Los pronósticos para 2026 elevan el riesgo de un nuevo episodio de El Niño y obligan a los productores a optimizar el uso del agua para reducir pérdidas y sostener los rendimientos.
La posibilidad de que El Niño vuelva a intensificarse durante 2026 mantiene en alerta a los productores de América Latina, que ya comenzaron a evaluar estrategias para enfrentar un escenario con lluvias irregulares, sequías más prolongadas y una mayor presión sobre la disponibilidad de agua. En un contexto de creciente variabilidad climática, la eficiencia en el manejo del riego aparece como una de las principales herramientas para reducir riesgos y sostener la productividad.
Los organismos meteorológicos vienen advirtiendo sobre un aumento en las probabilidades de que este fenómeno climático gane intensidad durante los próximos meses. Si bien sus efectos varían según la región, la combinación de precipitaciones desiguales y temperaturas elevadas puede comprometer el desarrollo de los cultivos y aumentar los costos de producción.
Aunque el comportamiento del clima escapa al control de los agricultores, la forma en que se administra el agua disponible puede marcar una diferencia importante en el rendimiento de la campaña.
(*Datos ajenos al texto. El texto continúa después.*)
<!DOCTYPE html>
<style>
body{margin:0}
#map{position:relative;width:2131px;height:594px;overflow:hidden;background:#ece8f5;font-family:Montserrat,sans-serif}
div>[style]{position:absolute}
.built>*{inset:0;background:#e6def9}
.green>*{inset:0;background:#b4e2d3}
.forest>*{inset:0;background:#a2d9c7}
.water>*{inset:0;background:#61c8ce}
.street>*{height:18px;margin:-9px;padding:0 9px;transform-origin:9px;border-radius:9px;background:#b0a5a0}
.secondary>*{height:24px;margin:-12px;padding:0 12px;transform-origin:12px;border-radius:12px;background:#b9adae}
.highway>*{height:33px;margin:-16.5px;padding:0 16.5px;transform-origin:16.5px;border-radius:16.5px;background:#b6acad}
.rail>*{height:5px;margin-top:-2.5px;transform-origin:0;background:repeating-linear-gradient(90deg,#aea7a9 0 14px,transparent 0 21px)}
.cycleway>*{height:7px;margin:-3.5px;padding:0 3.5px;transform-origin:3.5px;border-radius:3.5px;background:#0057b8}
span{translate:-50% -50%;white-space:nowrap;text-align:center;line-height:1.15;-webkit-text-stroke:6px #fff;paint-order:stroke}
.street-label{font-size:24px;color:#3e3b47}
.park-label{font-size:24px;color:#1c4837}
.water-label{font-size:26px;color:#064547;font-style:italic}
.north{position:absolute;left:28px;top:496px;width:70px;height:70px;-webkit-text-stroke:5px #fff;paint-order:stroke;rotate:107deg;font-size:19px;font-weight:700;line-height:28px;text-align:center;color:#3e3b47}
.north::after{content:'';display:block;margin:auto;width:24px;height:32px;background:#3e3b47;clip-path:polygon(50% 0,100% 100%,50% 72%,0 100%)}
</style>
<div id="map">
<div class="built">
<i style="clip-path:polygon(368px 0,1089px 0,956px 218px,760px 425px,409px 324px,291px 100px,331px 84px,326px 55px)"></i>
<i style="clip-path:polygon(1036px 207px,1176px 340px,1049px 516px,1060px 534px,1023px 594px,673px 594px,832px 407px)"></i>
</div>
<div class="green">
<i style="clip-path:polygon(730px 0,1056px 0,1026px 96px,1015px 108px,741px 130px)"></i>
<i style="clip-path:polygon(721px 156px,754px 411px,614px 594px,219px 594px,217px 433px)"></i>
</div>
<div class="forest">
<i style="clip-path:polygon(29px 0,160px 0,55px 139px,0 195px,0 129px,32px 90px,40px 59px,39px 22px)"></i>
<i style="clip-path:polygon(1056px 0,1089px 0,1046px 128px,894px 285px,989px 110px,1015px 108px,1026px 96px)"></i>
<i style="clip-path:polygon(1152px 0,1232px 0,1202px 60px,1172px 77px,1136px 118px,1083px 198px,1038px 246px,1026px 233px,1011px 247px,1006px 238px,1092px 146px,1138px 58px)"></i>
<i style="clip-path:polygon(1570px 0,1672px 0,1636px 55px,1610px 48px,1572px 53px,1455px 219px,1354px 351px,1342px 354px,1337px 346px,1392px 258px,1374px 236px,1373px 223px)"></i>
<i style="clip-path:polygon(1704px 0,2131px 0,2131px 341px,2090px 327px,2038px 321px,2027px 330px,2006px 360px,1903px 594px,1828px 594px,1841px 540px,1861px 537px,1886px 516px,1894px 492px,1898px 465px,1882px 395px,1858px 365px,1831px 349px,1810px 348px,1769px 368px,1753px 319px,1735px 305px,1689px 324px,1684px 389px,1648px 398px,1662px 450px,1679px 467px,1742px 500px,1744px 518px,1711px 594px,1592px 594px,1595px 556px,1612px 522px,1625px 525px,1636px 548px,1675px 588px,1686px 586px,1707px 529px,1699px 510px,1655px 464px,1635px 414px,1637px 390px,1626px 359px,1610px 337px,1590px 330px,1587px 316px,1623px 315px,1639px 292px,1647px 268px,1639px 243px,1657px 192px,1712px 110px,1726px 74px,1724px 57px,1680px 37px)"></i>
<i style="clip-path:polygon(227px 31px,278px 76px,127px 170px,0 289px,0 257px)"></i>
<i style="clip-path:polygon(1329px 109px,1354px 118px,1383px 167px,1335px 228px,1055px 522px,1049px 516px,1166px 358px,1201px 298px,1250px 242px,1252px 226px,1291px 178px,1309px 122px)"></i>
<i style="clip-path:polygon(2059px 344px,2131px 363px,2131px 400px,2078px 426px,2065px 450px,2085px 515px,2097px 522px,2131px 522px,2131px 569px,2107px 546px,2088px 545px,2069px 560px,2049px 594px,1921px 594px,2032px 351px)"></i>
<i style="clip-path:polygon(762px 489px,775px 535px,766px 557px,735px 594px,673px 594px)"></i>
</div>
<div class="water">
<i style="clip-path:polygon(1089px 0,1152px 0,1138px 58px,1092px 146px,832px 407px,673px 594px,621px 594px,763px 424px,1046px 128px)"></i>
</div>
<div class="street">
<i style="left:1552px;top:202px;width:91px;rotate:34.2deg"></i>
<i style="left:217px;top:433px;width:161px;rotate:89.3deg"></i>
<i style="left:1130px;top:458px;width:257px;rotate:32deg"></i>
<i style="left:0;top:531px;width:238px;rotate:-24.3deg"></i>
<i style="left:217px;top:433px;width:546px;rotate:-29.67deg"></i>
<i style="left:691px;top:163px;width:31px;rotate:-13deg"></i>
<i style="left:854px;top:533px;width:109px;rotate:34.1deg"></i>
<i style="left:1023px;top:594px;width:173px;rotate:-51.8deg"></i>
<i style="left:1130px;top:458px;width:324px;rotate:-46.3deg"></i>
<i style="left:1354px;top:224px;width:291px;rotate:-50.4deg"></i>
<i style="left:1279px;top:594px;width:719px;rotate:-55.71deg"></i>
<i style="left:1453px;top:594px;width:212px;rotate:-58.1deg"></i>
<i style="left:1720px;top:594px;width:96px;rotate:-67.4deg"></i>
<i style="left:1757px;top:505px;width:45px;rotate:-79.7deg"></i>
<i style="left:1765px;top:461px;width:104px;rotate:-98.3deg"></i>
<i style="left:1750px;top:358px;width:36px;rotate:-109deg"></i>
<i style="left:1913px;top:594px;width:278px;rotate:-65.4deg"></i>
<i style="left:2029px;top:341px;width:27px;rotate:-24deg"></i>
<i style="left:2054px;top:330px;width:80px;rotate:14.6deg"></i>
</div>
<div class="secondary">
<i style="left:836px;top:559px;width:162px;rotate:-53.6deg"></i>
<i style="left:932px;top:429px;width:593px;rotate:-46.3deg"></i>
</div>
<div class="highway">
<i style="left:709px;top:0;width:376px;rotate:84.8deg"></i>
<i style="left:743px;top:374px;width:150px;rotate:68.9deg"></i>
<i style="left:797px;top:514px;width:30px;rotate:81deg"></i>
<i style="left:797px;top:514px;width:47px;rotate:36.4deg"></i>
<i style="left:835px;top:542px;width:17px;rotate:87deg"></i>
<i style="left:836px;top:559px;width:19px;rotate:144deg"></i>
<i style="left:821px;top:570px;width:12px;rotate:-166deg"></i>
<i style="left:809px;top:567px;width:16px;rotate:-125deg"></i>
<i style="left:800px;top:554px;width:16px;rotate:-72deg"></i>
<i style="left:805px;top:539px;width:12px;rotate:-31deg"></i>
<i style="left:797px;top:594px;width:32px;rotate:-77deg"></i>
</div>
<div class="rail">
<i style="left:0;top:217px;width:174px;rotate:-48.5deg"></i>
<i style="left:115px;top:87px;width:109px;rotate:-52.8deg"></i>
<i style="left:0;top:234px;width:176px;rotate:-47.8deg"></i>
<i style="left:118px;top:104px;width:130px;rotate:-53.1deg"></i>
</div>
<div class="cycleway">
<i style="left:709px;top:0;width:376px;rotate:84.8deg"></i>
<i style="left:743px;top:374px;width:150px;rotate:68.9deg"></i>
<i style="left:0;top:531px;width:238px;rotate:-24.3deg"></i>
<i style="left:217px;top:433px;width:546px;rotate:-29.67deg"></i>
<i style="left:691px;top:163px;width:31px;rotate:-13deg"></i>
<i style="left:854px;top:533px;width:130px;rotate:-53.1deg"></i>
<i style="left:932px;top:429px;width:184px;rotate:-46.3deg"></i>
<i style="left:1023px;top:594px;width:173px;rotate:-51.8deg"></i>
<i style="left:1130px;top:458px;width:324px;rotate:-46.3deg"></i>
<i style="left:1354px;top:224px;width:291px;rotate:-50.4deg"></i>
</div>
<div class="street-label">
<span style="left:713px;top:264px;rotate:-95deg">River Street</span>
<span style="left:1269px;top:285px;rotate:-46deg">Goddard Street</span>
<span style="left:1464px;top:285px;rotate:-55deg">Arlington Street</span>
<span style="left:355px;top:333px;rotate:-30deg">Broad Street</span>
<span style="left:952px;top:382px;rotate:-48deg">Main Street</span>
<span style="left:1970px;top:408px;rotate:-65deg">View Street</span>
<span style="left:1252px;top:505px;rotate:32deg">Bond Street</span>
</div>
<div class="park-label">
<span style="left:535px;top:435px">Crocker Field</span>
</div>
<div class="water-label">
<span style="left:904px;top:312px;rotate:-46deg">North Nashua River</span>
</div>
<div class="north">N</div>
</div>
Una planificación adecuada permite reducir pérdidas, optimizar recursos y responder con mayor rapidez cuando comienzan las restricciones hídricas.
El uso eficiente del agua será uno de los principales desafíos de la próxima campaña
La agricultura concentra una parte significativa del consumo mundial de agua dulce y, frente a escenarios de escasez, la prioridad deja de ser únicamente disponer del recurso y pasa a ser utilizarlo con la mayor eficiencia posible.
La correcta distribución del agua sobre el cultivo, el funcionamiento adecuado de los equipos de riego y una programación basada en las necesidades reales de cada lote permiten disminuir pérdidas por escorrentía o sobreaplicación, además de favorecer un crecimiento más uniforme de las plantas.
La incorporación de tecnologías para monitorear la humedad del suelo, junto con información meteorológica y sistemas automatizados de control, también ofrece mejores herramientas para decidir cuándo y cuánto regar, evitando aplicaciones innecesarias y optimizando el uso de energía.
Entre las principales acciones que especialistas en manejo del riego consideran prioritarias para prepararse frente a un posible episodio de El Niño se destacan:
Evaluar el estado y desempeño del sistema de riego, verificando presión, uniformidad de aplicación y posibles pérdidas de eficiencia.
Lograr una distribución homogénea del agua para evitar sectores con déficit o exceso de humedad dentro del mismo lote.
Incorporar herramientas de monitoreo, como sensores de humedad del suelo, estaciones meteorológicas y sistemas de automatización que permitan ajustar cada riego a las necesidades del cultivo.
Realizar mejoras antes de que aparezcan las restricciones hídricas, aprovechando el tiempo previo para optimizar la infraestructura y la planificación.
La anticipación puede marcar la diferencia frente a un año climático complejo
Cada nuevo episodio de El Niño obliga al sector agropecuario a replantear sus estrategias de manejo. La inversión en infraestructura de riego, el mantenimiento preventivo de los equipos y la adopción de tecnologías de monitoreo adquieren mayor relevancia cuando las precipitaciones dejan de ser previsibles.
Además de contribuir a sostener los rendimientos, una gestión más eficiente del agua ayuda a reducir costos operativos, mejorar la aplicación de fertilizantes mediante fertirrigación y disminuir el consumo energético, aspectos que cobran mayor importancia en campañas con márgenes cada vez más ajustados.
Los especialistas coinciden en que la resiliencia del sistema productivo dependerá, en gran medida, de la capacidad de anticiparse a los escenarios climáticos. Preparar los sistemas de riego antes de que el agua escasee permitirá afrontar la campaña con mayor flexibilidad y aprovechar mejor un recurso que se vuelve cada vez más estratégico para la agricultura latinoamericana.
En un escenario donde la incertidumbre climática será una constante, los productores que logren administrar cada gota con mayor precisión estarán en mejores condiciones de proteger sus cultivos, sostener la productividad y reducir el impacto económico que puede generar un nuevo evento de El Niño.